About this exercise » Show every line below where "Midland" appears.

Start of Material for this exercise

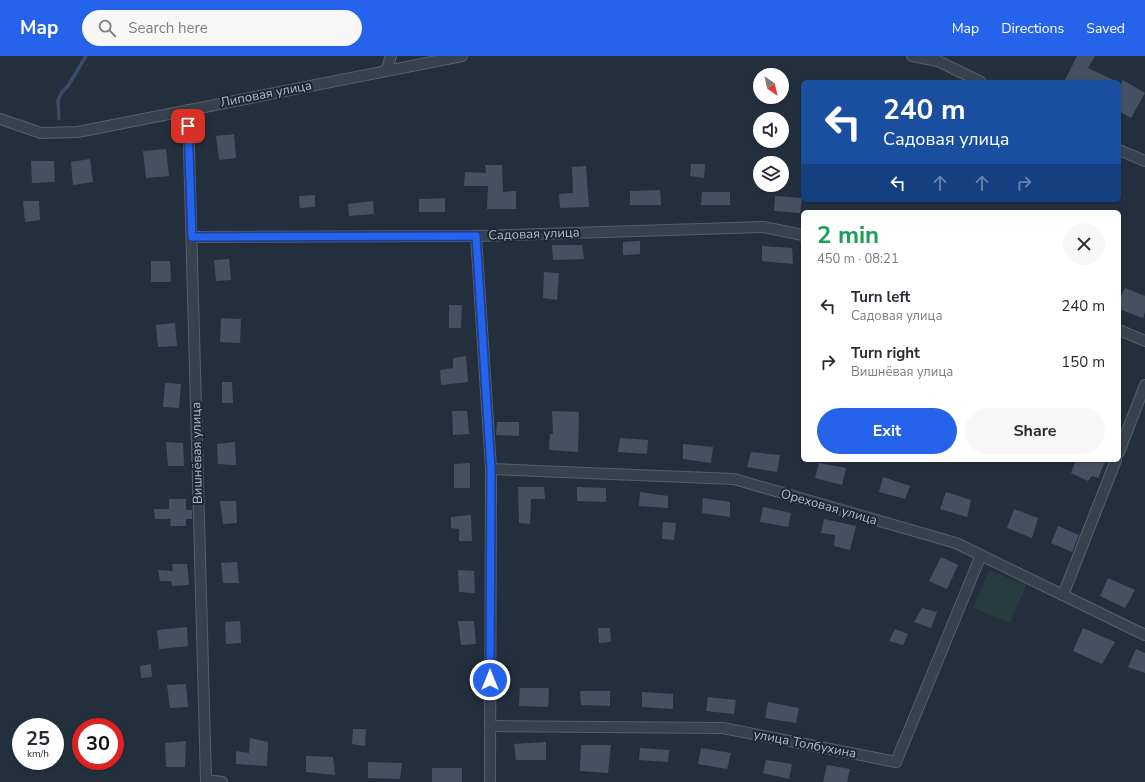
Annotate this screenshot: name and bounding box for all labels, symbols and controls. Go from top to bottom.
search box [82,10,362,46]
text: Map [20,15,58,41]
icon: search [96,17,118,39]
text: Search here [128,18,208,38]
text: Map [952,19,979,38]
text: Directions [1001,19,1064,38]
text: Saved [1086,19,1125,38]
north arrow [753,68,789,104]
map controls [753,68,789,192]
street label: Липовая улица [219,76,313,112]
text: 240 m [883,91,966,129]
icon: left [817,96,869,148]
pin [171,109,205,143]
button: sound [753,112,789,148]
icon: arrive [177,115,199,137]
text: Садовая улица [883,127,1010,151]
button: layers [753,156,789,192]
icon: left [887,172,909,194]
icon: ahead [929,172,951,194]
icon: ahead [971,172,993,194]
icon: right [1013,172,1035,194]
text: 2 min [817,219,879,251]
street label: Садовая улица [488,223,580,245]
button: close [1063,223,1105,265]
text: 450 m · 08:21 [817,250,899,268]
text: Turn left [851,287,910,307]
icon: left [817,295,839,317]
text: 240 m [1061,296,1105,316]
text: Садовая улица [851,307,942,325]
text: Turn right [851,343,920,363]
icon: right [817,351,839,373]
text: 150 m [1061,352,1105,372]
text: Вишнёвая улица [851,363,953,381]
street label: Вишнёвая улица [187,402,207,504]
button: Exit [817,408,957,454]
button: Share [965,408,1105,454]
street label: Ореховая улица [779,485,879,529]
position arrow [469,659,511,701]
speed limit sign: 30 [72,718,124,770]
text: 25 [26,725,50,752]
street label: улица Толбухина [752,725,858,763]
text: km/h [27,747,49,761]

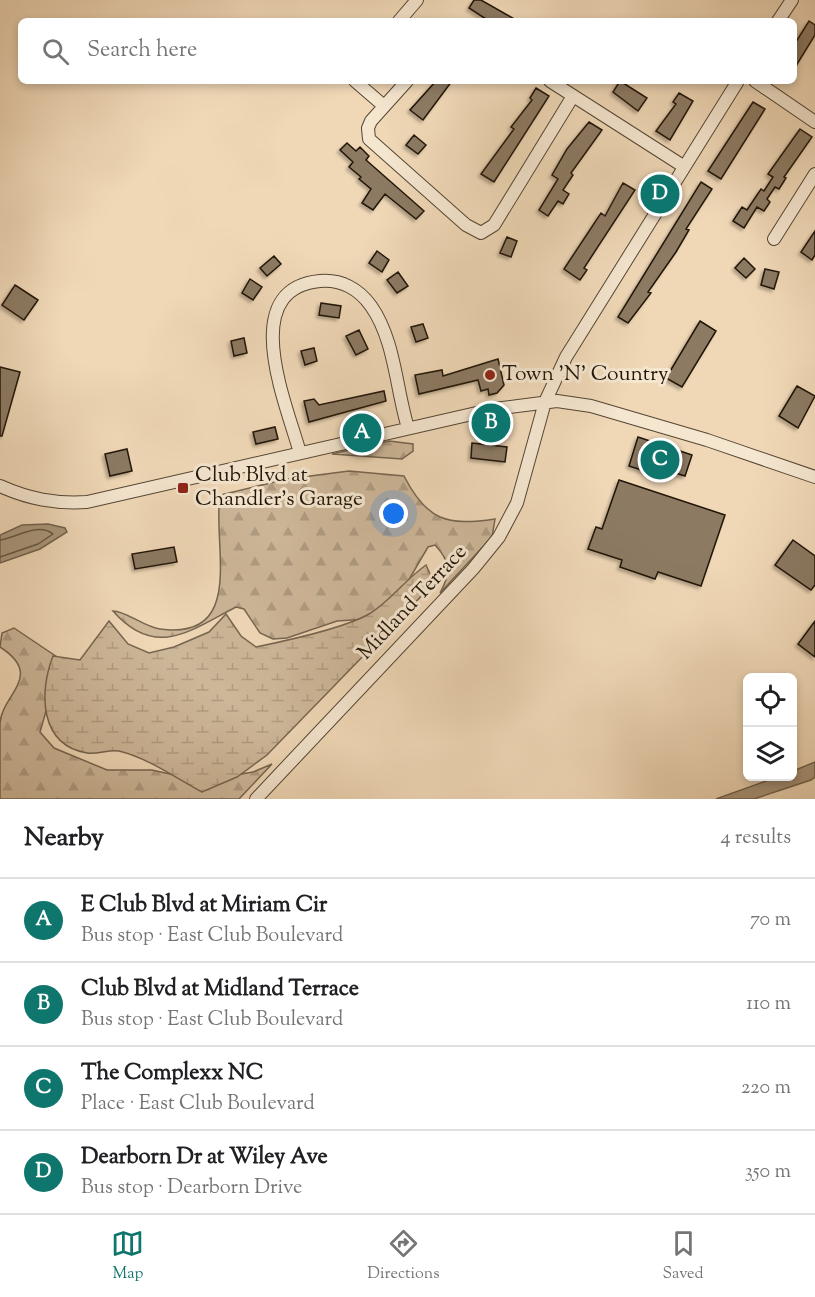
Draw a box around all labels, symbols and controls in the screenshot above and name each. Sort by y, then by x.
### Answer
search box [18,18,797,84]
icon: search [39,35,72,68]
text: Search here [87,35,197,67]
pin: D [640,172,680,216]
place label: Town 'N' Country [502,360,669,390]
marker: Town 'N' Country [483,368,497,382]
pin: B [472,400,510,446]
pin: A [342,410,382,456]
pin: C [640,438,680,482]
place label: Club Blvd at Chandler's Garage [195,461,363,515]
marker: Club Blvd at Chandler's Garage [176,481,190,495]
your location [379,499,408,528]
street label: Midland Terrace [351,539,475,667]
map controls [743,673,797,781]
button: locate [743,673,797,727]
button: layers [743,727,797,781]
text: Nearby [24,820,104,857]
text: 4 results [720,824,791,853]
text: E Club Blvd at Miriam Cir [81,890,327,922]
text: A [35,906,52,935]
text: 70 m [750,906,791,935]
text: Bus stop · East Club Boulevard [81,922,343,951]
text: Club Blvd at Midland Terrace [81,974,359,1006]
text: B [37,990,50,1019]
text: 110 m [746,990,791,1019]
text: Bus stop · East Club Boulevard [81,1006,343,1035]
text: The Complexx NC [81,1058,263,1090]
text: C [35,1074,52,1103]
text: 220 m [741,1074,791,1103]
text: Place · East Club Boulevard [81,1090,315,1119]
text: Dearborn Dr at Wiley Ave [81,1142,328,1174]
text: D [36,1158,51,1187]
text: 350 m [745,1158,791,1187]
text: Bus stop · Dearborn Drive [81,1174,302,1203]
tab: Map [111,1227,144,1286]
tab: Directions [367,1227,440,1286]
tab: Saved [662,1227,704,1286]

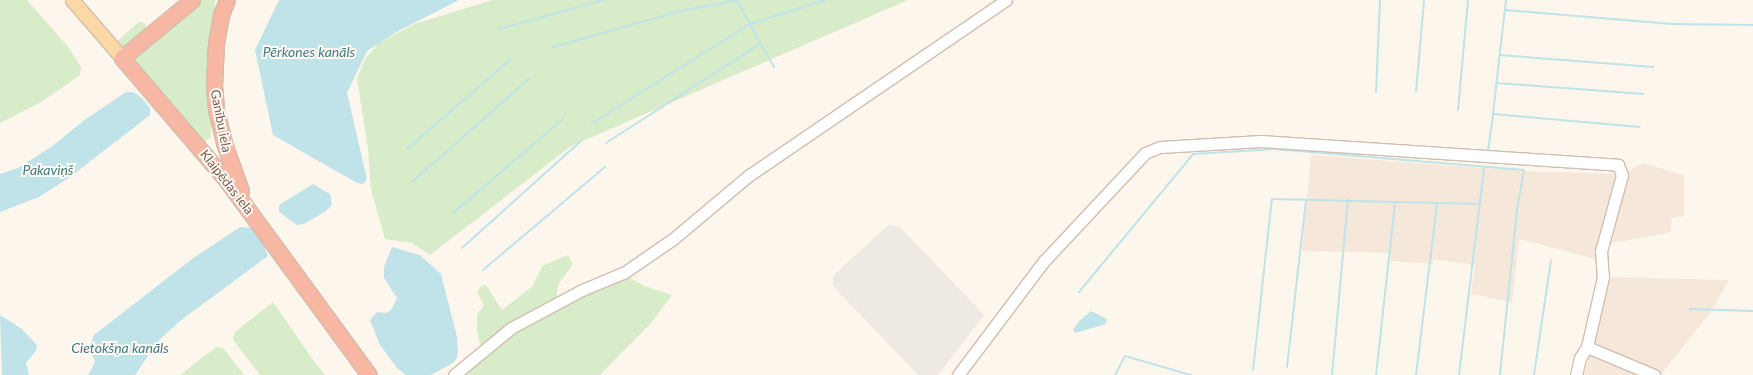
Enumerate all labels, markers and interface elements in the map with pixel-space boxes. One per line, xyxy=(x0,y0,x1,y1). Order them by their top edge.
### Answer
water label: Pērkones kanāls xyxy=(263,44,355,60)
street label: Ganību iela xyxy=(207,88,235,154)
street label: Klaipēdas iela xyxy=(197,147,257,217)
water label: Pakaviņš xyxy=(23,162,73,178)
water label: Cietokšņa kanāls xyxy=(71,340,169,356)

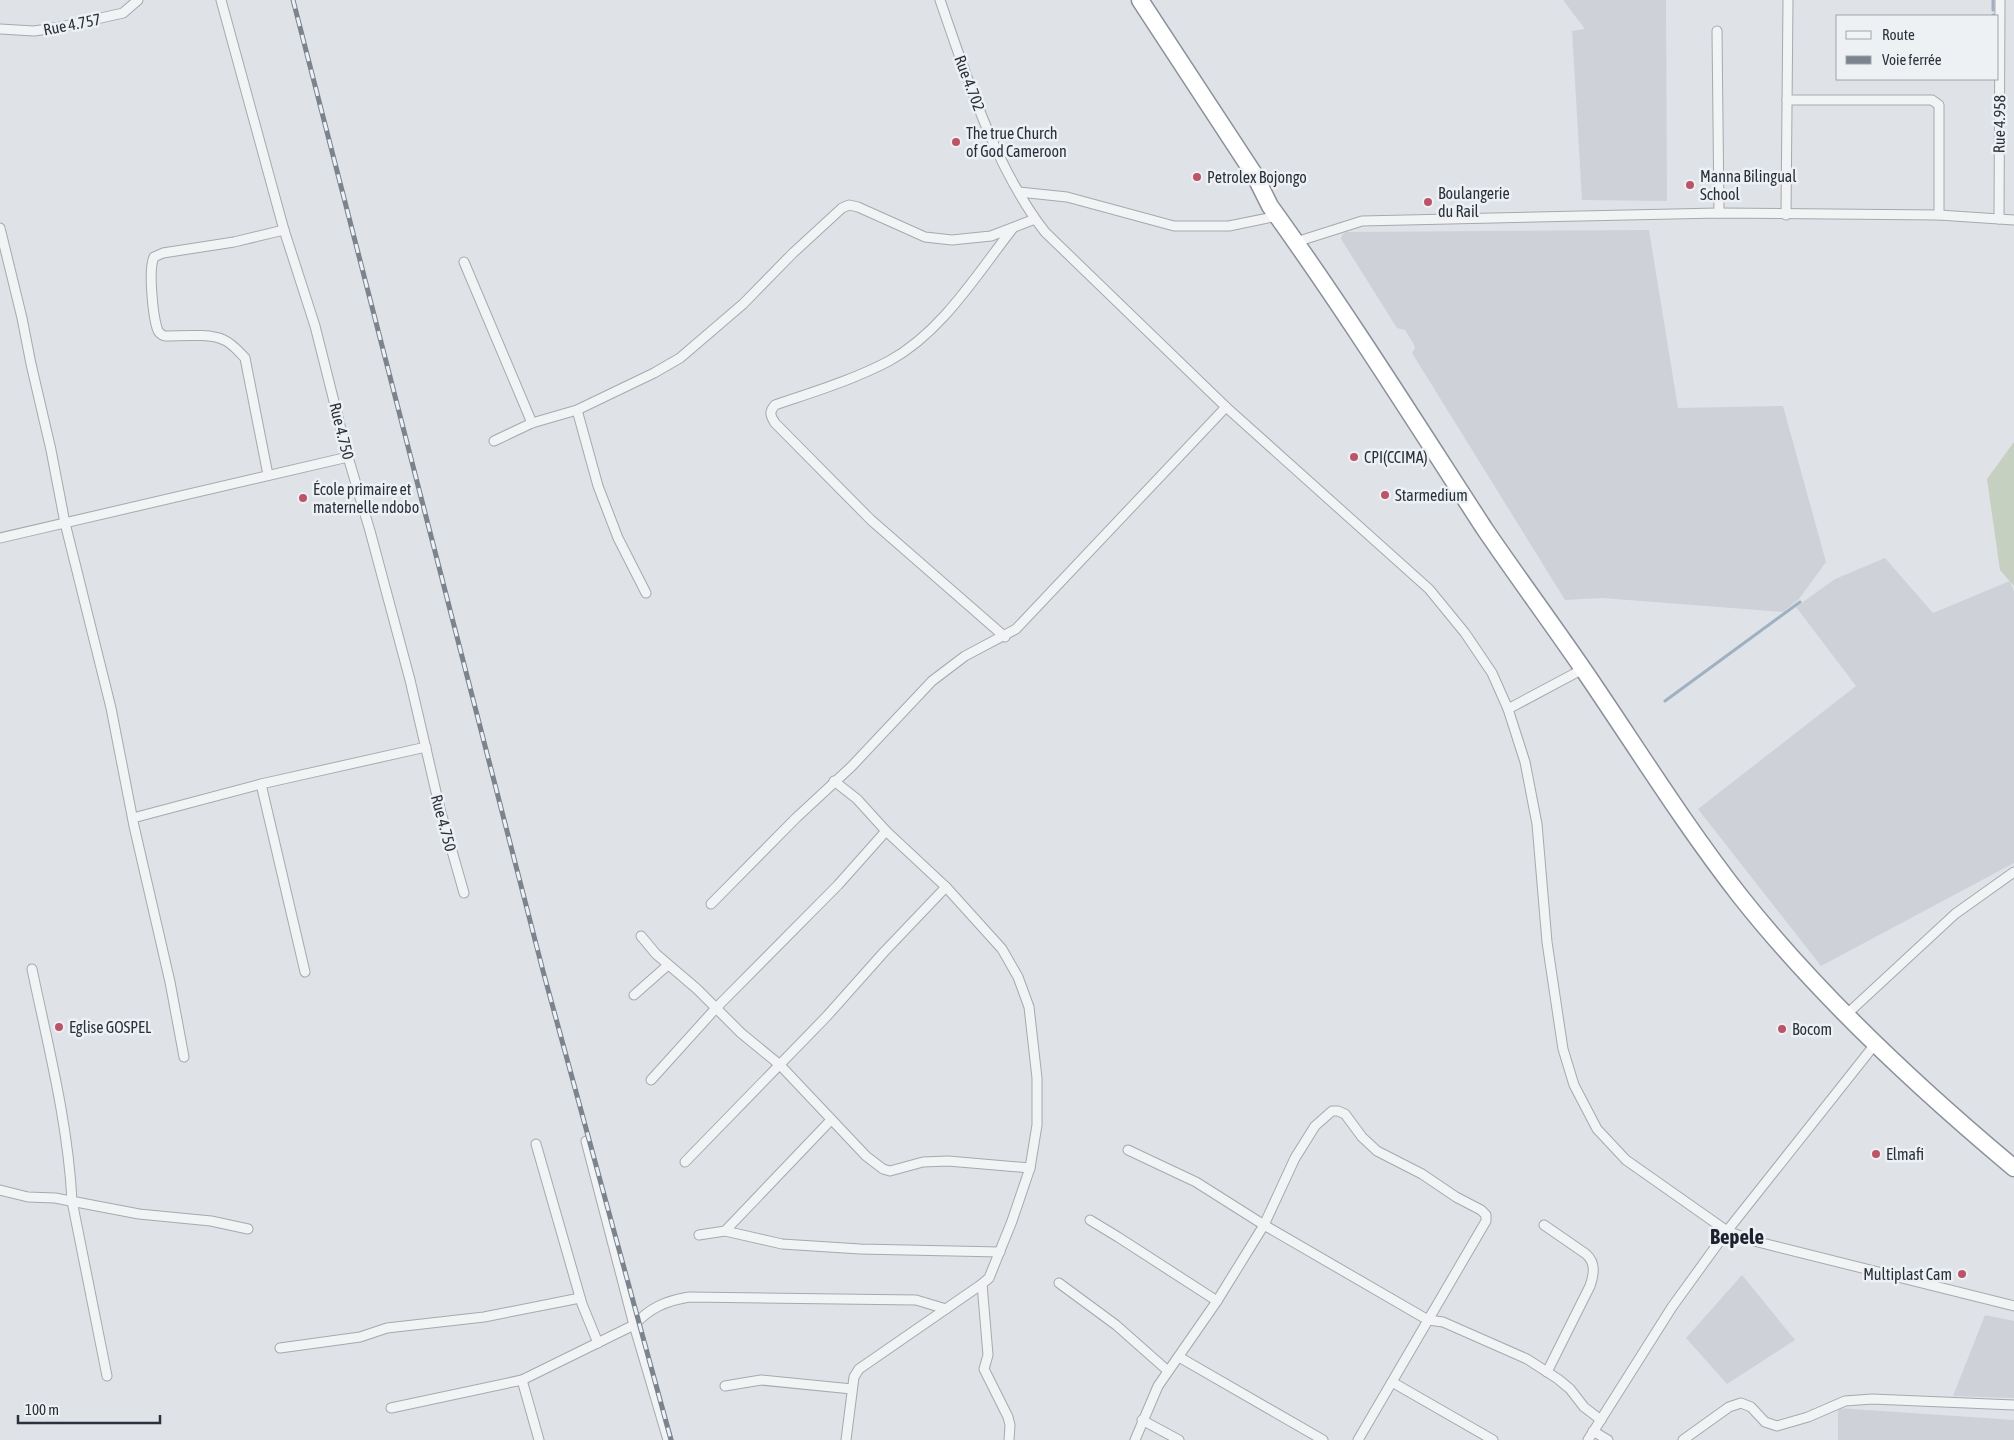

End of Material for this exercise

Task result »
street label: Midland Terrace [351,539,475,667]
text: Club Blvd at Midland Terrace [81,974,359,1006]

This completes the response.